(Source data)
★ ★ ★ ★ ★

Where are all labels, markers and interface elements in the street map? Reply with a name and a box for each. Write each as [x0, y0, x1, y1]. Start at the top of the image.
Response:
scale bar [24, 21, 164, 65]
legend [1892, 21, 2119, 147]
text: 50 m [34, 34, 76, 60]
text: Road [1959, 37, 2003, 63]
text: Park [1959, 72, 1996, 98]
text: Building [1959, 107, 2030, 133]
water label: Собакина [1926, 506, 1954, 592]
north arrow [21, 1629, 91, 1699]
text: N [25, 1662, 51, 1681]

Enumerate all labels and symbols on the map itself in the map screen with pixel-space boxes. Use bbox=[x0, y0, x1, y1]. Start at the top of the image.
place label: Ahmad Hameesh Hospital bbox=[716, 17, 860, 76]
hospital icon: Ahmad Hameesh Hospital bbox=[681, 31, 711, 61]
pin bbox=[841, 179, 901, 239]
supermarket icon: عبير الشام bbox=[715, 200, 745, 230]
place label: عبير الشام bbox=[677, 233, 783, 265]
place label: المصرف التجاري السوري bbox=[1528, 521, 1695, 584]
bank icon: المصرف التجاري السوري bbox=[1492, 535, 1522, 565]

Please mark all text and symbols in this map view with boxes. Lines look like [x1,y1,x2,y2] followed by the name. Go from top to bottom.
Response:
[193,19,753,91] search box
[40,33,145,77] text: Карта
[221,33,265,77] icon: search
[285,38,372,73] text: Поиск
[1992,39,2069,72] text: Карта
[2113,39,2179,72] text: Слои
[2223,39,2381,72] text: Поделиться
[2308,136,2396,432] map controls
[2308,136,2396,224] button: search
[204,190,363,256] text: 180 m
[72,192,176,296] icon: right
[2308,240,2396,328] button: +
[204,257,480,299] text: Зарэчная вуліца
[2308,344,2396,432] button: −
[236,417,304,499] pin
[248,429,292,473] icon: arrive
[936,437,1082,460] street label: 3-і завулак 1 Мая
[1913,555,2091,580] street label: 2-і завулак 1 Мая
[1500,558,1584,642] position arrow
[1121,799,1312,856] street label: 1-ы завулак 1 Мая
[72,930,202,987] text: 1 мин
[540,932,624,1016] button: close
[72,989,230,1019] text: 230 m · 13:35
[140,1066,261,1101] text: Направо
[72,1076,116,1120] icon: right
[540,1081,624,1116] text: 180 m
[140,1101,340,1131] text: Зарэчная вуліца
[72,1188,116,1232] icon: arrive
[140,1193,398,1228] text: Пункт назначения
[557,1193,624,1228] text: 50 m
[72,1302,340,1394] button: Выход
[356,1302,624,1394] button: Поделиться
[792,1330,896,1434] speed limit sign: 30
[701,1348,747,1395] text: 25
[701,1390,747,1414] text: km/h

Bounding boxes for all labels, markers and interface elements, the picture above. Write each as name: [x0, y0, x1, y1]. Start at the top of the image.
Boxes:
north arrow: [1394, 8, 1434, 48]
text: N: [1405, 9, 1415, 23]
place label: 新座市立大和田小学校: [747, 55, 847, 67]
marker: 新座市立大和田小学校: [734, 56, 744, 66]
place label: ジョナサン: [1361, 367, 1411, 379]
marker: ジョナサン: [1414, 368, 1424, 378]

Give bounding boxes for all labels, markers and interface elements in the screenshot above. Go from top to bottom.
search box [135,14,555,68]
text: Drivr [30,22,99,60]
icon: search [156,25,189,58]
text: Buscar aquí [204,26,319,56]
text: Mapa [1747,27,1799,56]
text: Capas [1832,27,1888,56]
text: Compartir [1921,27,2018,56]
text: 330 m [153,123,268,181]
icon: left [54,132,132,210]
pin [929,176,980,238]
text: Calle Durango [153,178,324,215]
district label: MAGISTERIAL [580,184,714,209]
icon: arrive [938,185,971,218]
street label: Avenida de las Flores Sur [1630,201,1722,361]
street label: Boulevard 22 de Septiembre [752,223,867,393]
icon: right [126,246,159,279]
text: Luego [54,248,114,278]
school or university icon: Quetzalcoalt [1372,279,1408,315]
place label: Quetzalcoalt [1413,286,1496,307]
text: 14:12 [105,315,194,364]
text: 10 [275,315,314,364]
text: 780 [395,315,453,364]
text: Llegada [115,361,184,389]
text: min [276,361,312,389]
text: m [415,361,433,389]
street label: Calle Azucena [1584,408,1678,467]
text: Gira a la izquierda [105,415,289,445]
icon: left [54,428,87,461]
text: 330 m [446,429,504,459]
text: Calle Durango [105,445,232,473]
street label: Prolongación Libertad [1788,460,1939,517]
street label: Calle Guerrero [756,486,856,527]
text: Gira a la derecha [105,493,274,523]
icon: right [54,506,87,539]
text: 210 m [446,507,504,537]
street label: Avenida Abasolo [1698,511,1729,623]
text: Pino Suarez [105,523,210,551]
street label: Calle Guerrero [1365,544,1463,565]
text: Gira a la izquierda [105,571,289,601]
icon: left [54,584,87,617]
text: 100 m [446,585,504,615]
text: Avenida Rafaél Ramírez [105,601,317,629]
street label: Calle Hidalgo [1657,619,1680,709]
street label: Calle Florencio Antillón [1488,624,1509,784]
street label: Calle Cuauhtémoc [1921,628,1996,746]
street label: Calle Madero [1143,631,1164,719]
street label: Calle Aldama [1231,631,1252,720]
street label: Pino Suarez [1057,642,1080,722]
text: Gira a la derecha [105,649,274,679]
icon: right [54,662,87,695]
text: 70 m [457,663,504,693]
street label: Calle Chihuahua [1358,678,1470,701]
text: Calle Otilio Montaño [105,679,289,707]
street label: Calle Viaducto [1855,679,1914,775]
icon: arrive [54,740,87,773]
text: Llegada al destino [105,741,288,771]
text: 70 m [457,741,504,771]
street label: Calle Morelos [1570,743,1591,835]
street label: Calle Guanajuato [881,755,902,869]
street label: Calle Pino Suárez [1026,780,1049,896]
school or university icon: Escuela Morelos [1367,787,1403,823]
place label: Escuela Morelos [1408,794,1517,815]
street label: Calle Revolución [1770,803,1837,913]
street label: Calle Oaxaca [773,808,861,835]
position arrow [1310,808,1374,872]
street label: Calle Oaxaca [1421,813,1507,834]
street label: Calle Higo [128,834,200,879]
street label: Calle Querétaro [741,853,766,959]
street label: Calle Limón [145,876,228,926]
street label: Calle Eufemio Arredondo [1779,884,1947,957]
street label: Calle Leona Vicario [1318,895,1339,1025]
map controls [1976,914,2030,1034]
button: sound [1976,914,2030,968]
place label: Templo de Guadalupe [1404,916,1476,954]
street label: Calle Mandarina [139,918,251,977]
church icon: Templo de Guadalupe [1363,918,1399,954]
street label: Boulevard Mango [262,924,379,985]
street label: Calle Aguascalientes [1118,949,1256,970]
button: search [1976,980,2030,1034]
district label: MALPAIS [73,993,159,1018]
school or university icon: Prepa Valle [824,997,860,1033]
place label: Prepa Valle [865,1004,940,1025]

★ ★ ★ ★ ★

▶ **TASK BRIEF**: Each line of the data above is to be duplicated exactly.

▶ **RESPONSE AREA**:
Where are all labels, markers and interface elements in the street map? Reply with a name and a box for each. Write each as [x0, y0, x1, y1]. Start at the top of the image.
Response:
scale bar [24, 21, 164, 65]
legend [1892, 21, 2119, 147]
text: 50 m [34, 34, 76, 60]
text: Road [1959, 37, 2003, 63]
text: Park [1959, 72, 1996, 98]
text: Building [1959, 107, 2030, 133]
water label: Собакина [1926, 506, 1954, 592]
north arrow [21, 1629, 91, 1699]
text: N [25, 1662, 51, 1681]

Enumerate all labels and symbols on the map itself in the map screen with pixel-space boxes. Use bbox=[x0, y0, x1, y1]. Start at the top of the image.
place label: Ahmad Hameesh Hospital bbox=[716, 17, 860, 76]
hospital icon: Ahmad Hameesh Hospital bbox=[681, 31, 711, 61]
pin bbox=[841, 179, 901, 239]
supermarket icon: عبير الشام bbox=[715, 200, 745, 230]
place label: عبير الشام bbox=[677, 233, 783, 265]
place label: المصرف التجاري السوري bbox=[1528, 521, 1695, 584]
bank icon: المصرف التجاري السوري bbox=[1492, 535, 1522, 565]

Please mark all text and symbols in this map view with boxes. Lines look like [x1,y1,x2,y2] followed by the name. Go from top to bottom.
Response:
[193,19,753,91] search box
[40,33,145,77] text: Карта
[221,33,265,77] icon: search
[285,38,372,73] text: Поиск
[1992,39,2069,72] text: Карта
[2113,39,2179,72] text: Слои
[2223,39,2381,72] text: Поделиться
[2308,136,2396,432] map controls
[2308,136,2396,224] button: search
[204,190,363,256] text: 180 m
[72,192,176,296] icon: right
[2308,240,2396,328] button: +
[204,257,480,299] text: Зарэчная вуліца
[2308,344,2396,432] button: −
[236,417,304,499] pin
[248,429,292,473] icon: arrive
[936,437,1082,460] street label: 3-і завулак 1 Мая
[1913,555,2091,580] street label: 2-і завулак 1 Мая
[1500,558,1584,642] position arrow
[1121,799,1312,856] street label: 1-ы завулак 1 Мая
[72,930,202,987] text: 1 мин
[540,932,624,1016] button: close
[72,989,230,1019] text: 230 m · 13:35
[140,1066,261,1101] text: Направо
[72,1076,116,1120] icon: right
[540,1081,624,1116] text: 180 m
[140,1101,340,1131] text: Зарэчная вуліца
[72,1188,116,1232] icon: arrive
[140,1193,398,1228] text: Пункт назначения
[557,1193,624,1228] text: 50 m
[72,1302,340,1394] button: Выход
[356,1302,624,1394] button: Поделиться
[792,1330,896,1434] speed limit sign: 30
[701,1348,747,1395] text: 25
[701,1390,747,1414] text: km/h

Bounding boxes for all labels, markers and interface elements, the picture above. Write each as name: [x0, y0, x1, y1]. Start at the top of the image.
Boxes:
north arrow: [1394, 8, 1434, 48]
text: N: [1405, 9, 1415, 23]
place label: 新座市立大和田小学校: [747, 55, 847, 67]
marker: 新座市立大和田小学校: [734, 56, 744, 66]
place label: ジョナサン: [1361, 367, 1411, 379]
marker: ジョナサン: [1414, 368, 1424, 378]

Give bounding boxes for all labels, markers and interface elements in the screenshot above. Go from top to bottom.
search box [135,14,555,68]
text: Drivr [30,22,99,60]
icon: search [156,25,189,58]
text: Buscar aquí [204,26,319,56]
text: Mapa [1747,27,1799,56]
text: Capas [1832,27,1888,56]
text: Compartir [1921,27,2018,56]
text: 330 m [153,123,268,181]
icon: left [54,132,132,210]
pin [929,176,980,238]
text: Calle Durango [153,178,324,215]
district label: MAGISTERIAL [580,184,714,209]
icon: arrive [938,185,971,218]
street label: Avenida de las Flores Sur [1630,201,1722,361]
street label: Boulevard 22 de Septiembre [752,223,867,393]
icon: right [126,246,159,279]
text: Luego [54,248,114,278]
school or university icon: Quetzalcoalt [1372,279,1408,315]
place label: Quetzalcoalt [1413,286,1496,307]
text: 14:12 [105,315,194,364]
text: 10 [275,315,314,364]
text: 780 [395,315,453,364]
text: Llegada [115,361,184,389]
text: min [276,361,312,389]
text: m [415,361,433,389]
street label: Calle Azucena [1584,408,1678,467]
text: Gira a la izquierda [105,415,289,445]
icon: left [54,428,87,461]
text: 330 m [446,429,504,459]
text: Calle Durango [105,445,232,473]
street label: Prolongación Libertad [1788,460,1939,517]
street label: Calle Guerrero [756,486,856,527]
text: Gira a la derecha [105,493,274,523]
icon: right [54,506,87,539]
text: 210 m [446,507,504,537]
street label: Avenida Abasolo [1698,511,1729,623]
text: Pino Suarez [105,523,210,551]
street label: Calle Guerrero [1365,544,1463,565]
text: Gira a la izquierda [105,571,289,601]
icon: left [54,584,87,617]
text: 100 m [446,585,504,615]
text: Avenida Rafaél Ramírez [105,601,317,629]
street label: Calle Hidalgo [1657,619,1680,709]
street label: Calle Florencio Antillón [1488,624,1509,784]
street label: Calle Cuauhtémoc [1921,628,1996,746]
street label: Calle Madero [1143,631,1164,719]
street label: Calle Aldama [1231,631,1252,720]
street label: Pino Suarez [1057,642,1080,722]
text: Gira a la derecha [105,649,274,679]
icon: right [54,662,87,695]
text: 70 m [457,663,504,693]
street label: Calle Chihuahua [1358,678,1470,701]
text: Calle Otilio Montaño [105,679,289,707]
street label: Calle Viaducto [1855,679,1914,775]
icon: arrive [54,740,87,773]
text: Llegada al destino [105,741,288,771]
text: 70 m [457,741,504,771]
street label: Calle Morelos [1570,743,1591,835]
street label: Calle Guanajuato [881,755,902,869]
street label: Calle Pino Suárez [1026,780,1049,896]
school or university icon: Escuela Morelos [1367,787,1403,823]
place label: Escuela Morelos [1408,794,1517,815]
street label: Calle Revolución [1770,803,1837,913]
street label: Calle Oaxaca [773,808,861,835]
position arrow [1310,808,1374,872]
street label: Calle Oaxaca [1421,813,1507,834]
street label: Calle Higo [128,834,200,879]
street label: Calle Querétaro [741,853,766,959]
street label: Calle Limón [145,876,228,926]
street label: Calle Eufemio Arredondo [1779,884,1947,957]
street label: Calle Leona Vicario [1318,895,1339,1025]
map controls [1976,914,2030,1034]
button: sound [1976,914,2030,968]
place label: Templo de Guadalupe [1404,916,1476,954]
street label: Calle Mandarina [139,918,251,977]
church icon: Templo de Guadalupe [1363,918,1399,954]
street label: Boulevard Mango [262,924,379,985]
street label: Calle Aguascalientes [1118,949,1256,970]
button: search [1976,980,2030,1034]
district label: MALPAIS [73,993,159,1018]
school or university icon: Prepa Valle [824,997,860,1033]
place label: Prepa Valle [865,1004,940,1025]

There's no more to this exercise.